Exercise goal:
Pull every line containing "align" from the listing below.

Data supplied:
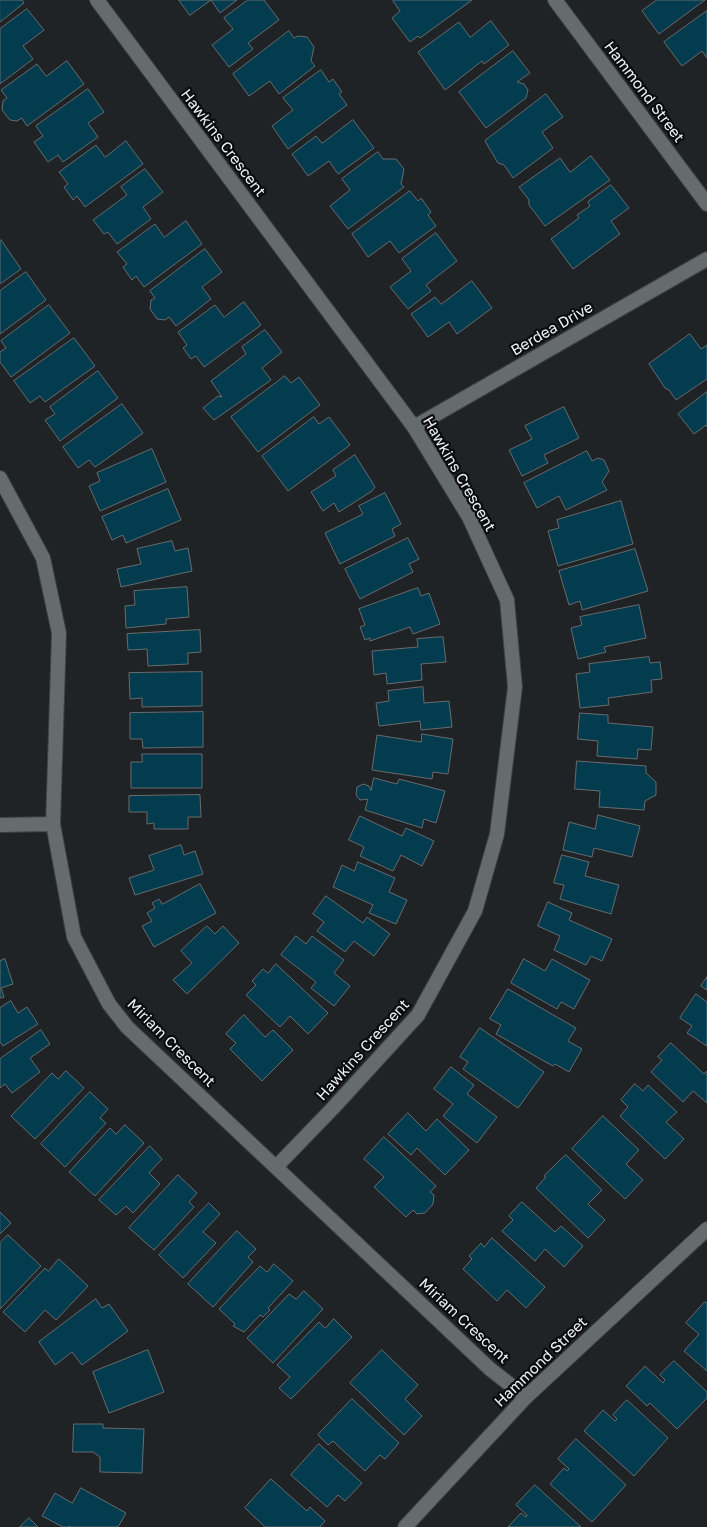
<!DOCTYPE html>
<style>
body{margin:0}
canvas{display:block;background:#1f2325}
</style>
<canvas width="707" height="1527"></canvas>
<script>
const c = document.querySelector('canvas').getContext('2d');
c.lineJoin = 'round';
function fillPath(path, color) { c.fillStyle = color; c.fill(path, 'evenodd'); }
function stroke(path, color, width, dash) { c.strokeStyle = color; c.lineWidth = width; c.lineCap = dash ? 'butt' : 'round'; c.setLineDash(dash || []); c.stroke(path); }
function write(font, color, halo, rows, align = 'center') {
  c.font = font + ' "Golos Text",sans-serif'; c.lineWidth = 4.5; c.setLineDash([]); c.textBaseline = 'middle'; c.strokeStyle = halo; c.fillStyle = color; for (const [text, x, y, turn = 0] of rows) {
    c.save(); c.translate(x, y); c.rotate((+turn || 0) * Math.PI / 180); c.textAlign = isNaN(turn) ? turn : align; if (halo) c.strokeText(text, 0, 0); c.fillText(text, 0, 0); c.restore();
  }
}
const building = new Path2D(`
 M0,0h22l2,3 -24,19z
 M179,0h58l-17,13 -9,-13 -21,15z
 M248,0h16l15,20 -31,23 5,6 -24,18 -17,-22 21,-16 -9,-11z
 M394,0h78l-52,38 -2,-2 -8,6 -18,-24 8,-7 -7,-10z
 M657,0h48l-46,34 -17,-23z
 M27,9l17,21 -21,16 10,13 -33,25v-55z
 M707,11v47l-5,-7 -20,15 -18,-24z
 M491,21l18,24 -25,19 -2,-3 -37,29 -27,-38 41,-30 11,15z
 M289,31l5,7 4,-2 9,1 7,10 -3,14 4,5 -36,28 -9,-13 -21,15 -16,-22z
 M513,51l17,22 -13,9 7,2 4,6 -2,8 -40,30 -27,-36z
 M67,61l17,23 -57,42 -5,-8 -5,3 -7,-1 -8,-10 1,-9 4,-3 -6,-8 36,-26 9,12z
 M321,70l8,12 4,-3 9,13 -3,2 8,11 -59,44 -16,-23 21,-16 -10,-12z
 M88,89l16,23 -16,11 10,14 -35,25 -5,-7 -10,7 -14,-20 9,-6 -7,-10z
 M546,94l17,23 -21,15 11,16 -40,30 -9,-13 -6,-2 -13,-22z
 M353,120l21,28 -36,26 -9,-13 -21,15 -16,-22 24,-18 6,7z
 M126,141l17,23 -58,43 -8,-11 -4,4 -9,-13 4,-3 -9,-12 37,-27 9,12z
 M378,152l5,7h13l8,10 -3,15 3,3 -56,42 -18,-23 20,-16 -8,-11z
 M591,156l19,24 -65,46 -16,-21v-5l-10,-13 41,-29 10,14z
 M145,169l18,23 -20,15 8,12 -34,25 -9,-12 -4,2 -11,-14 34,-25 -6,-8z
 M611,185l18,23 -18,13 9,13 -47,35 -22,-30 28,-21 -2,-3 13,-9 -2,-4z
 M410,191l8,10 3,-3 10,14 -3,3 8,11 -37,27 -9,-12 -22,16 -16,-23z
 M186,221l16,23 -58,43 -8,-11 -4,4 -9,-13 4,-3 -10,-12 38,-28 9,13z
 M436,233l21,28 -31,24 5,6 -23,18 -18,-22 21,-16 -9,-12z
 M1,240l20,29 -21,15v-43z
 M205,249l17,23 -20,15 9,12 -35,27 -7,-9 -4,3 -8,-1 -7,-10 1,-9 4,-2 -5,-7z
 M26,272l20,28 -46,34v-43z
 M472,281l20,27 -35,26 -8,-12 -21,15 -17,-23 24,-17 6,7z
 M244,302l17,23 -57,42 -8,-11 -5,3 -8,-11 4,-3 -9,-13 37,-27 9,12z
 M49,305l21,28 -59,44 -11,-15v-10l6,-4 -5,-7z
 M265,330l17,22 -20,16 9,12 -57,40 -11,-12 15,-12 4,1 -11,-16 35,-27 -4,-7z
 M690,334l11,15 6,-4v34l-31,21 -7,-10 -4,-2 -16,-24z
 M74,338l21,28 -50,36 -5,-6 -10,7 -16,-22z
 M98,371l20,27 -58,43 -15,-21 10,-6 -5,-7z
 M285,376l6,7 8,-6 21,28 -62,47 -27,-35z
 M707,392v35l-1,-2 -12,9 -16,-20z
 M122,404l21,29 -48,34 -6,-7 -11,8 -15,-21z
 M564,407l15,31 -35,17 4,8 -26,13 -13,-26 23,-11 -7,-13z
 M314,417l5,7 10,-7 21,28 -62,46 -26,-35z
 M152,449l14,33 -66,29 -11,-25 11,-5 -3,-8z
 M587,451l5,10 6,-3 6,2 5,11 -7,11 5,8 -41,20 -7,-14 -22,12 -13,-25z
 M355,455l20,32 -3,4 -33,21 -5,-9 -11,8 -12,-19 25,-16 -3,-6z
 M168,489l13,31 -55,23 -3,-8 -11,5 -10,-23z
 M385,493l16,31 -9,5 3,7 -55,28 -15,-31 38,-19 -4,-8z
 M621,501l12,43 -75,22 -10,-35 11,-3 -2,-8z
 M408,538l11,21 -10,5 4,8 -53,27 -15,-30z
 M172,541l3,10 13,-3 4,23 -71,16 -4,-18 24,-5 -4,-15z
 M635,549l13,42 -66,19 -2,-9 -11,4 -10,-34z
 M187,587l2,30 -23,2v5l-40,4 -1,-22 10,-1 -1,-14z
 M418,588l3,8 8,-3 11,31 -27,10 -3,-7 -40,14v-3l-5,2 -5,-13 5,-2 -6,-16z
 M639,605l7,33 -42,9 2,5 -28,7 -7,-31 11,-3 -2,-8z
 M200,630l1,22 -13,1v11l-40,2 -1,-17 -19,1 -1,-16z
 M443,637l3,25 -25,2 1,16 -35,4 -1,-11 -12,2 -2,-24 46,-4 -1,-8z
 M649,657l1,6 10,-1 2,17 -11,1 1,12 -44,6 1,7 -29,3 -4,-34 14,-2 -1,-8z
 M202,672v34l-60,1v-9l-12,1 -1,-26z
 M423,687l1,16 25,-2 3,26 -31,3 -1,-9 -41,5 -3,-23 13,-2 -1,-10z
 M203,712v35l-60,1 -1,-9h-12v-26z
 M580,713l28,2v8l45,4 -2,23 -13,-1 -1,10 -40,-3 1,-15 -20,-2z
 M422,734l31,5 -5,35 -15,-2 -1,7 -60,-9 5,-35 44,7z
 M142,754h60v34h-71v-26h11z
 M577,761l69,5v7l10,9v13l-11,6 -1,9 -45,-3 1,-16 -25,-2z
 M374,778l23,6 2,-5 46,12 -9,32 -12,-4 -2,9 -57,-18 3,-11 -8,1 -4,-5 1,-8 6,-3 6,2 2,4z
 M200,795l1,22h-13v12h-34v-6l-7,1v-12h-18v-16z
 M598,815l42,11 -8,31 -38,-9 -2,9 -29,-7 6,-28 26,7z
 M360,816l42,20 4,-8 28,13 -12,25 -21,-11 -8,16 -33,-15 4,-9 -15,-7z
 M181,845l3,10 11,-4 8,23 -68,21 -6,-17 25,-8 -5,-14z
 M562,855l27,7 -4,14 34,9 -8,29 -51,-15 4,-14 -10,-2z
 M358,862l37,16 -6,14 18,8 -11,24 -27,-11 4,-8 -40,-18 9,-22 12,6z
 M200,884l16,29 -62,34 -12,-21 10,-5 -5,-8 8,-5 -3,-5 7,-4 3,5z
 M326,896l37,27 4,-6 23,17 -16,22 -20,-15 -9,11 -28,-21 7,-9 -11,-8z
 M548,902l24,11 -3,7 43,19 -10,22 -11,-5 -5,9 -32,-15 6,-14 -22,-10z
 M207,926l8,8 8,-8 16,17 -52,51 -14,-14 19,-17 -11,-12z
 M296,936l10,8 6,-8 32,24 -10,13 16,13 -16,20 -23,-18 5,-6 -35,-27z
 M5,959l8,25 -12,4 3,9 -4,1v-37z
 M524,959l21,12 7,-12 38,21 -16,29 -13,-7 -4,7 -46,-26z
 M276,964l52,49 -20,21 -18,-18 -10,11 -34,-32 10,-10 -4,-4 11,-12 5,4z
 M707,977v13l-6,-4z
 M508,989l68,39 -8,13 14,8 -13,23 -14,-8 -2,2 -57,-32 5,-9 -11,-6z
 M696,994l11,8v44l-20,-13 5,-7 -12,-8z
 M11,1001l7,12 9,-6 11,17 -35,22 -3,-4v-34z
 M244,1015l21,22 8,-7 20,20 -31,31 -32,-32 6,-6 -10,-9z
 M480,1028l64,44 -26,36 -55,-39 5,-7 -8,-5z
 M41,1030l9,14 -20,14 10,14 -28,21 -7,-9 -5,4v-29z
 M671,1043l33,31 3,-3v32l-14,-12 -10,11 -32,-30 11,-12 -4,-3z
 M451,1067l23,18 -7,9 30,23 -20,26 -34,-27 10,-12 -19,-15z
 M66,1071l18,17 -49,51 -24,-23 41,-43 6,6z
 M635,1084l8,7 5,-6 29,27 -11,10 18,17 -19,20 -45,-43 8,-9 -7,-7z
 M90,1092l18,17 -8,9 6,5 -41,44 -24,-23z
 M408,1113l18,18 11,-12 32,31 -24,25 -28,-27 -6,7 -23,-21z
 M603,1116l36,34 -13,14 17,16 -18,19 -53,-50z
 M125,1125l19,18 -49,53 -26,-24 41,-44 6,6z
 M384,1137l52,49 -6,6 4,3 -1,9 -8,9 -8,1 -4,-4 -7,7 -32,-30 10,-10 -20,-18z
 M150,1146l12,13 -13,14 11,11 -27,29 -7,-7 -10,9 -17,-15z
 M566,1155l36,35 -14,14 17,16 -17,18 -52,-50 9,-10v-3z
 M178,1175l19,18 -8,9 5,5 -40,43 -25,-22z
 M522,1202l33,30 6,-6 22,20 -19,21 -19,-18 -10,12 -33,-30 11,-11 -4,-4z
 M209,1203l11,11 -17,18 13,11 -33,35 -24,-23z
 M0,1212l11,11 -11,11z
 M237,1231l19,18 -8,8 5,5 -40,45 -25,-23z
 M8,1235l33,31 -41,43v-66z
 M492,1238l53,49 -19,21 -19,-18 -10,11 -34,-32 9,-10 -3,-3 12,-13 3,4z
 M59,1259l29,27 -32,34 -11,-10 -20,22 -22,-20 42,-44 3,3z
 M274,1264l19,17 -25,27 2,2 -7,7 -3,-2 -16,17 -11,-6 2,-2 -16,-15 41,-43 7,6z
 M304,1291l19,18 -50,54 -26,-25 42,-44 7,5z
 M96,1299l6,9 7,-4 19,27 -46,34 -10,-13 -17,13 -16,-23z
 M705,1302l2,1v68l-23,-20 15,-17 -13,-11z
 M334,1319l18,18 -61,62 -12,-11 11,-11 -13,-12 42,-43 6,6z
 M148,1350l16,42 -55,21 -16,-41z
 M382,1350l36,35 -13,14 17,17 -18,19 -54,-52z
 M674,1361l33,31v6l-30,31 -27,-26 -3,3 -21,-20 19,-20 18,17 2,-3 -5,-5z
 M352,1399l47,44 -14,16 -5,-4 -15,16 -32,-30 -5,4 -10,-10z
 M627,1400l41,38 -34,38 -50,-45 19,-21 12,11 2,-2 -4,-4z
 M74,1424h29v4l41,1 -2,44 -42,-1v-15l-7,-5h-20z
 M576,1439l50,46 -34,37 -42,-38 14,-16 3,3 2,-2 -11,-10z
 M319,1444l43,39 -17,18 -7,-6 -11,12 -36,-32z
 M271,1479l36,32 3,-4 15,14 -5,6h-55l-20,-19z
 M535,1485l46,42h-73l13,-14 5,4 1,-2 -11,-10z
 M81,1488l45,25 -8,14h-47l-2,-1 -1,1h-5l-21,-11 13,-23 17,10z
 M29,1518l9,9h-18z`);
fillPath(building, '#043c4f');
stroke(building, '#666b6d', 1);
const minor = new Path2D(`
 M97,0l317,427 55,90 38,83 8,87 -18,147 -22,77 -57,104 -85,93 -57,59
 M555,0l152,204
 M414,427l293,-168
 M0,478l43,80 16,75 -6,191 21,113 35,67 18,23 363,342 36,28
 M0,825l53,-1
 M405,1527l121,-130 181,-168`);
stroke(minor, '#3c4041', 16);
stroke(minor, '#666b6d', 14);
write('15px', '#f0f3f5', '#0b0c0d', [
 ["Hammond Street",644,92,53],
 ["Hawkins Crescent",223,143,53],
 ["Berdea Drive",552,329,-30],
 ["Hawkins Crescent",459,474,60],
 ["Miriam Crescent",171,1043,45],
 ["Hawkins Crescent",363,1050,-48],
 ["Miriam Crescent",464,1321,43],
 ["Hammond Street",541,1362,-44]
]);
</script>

Result of this exercise:
function write(font, color, halo, rows, align = 'center') {
    c.save(); c.translate(x, y); c.rotate((+turn || 0) * Math.PI / 180); c.textAlign = isNaN(turn) ? turn : align; if (halo) c.strokeText(text, 0, 0); c.fillText(text, 0, 0); c.restore();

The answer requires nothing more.